▶ What to work on
Write out every entry, unchanged. Skip any picture.

==== Extracted data

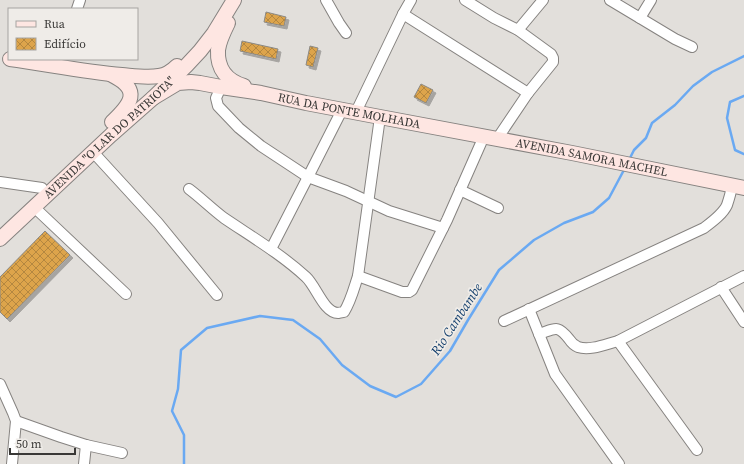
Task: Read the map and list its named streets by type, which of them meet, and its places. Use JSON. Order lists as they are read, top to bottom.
{
  "streets": {
    "main road": ["RUA DA PONTE MOLHADA", "AVENIDA \"O LAR DO PATRIOTA\"", "AVENIDA SAMORA MACHEL"]
  },
  "crossings": [
    ["RUA DA PONTE MOLHADA", "AVENIDA SAMORA MACHEL"]
  ],
  "water": ["Rio Cambambe"],
  "legend": ["Rua", "Edifício"],
  "scale_bar": "50 m"
}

========

▶ Solution for this problem
Task: Read the map and list its named streets by type, which of them meet, and its places. Use JSON. Order lists as they are read, top to bottom.
{
  "streets": {
    "main road": ["RUA DA PONTE MOLHADA", "AVENIDA \"O LAR DO PATRIOTA\"", "AVENIDA SAMORA MACHEL"]
  },
  "crossings": [
    ["RUA DA PONTE MOLHADA", "AVENIDA SAMORA MACHEL"]
  ],
  "water": ["Rio Cambambe"],
  "legend": ["Rua", "Edifício"],
  "scale_bar": "50 m"
}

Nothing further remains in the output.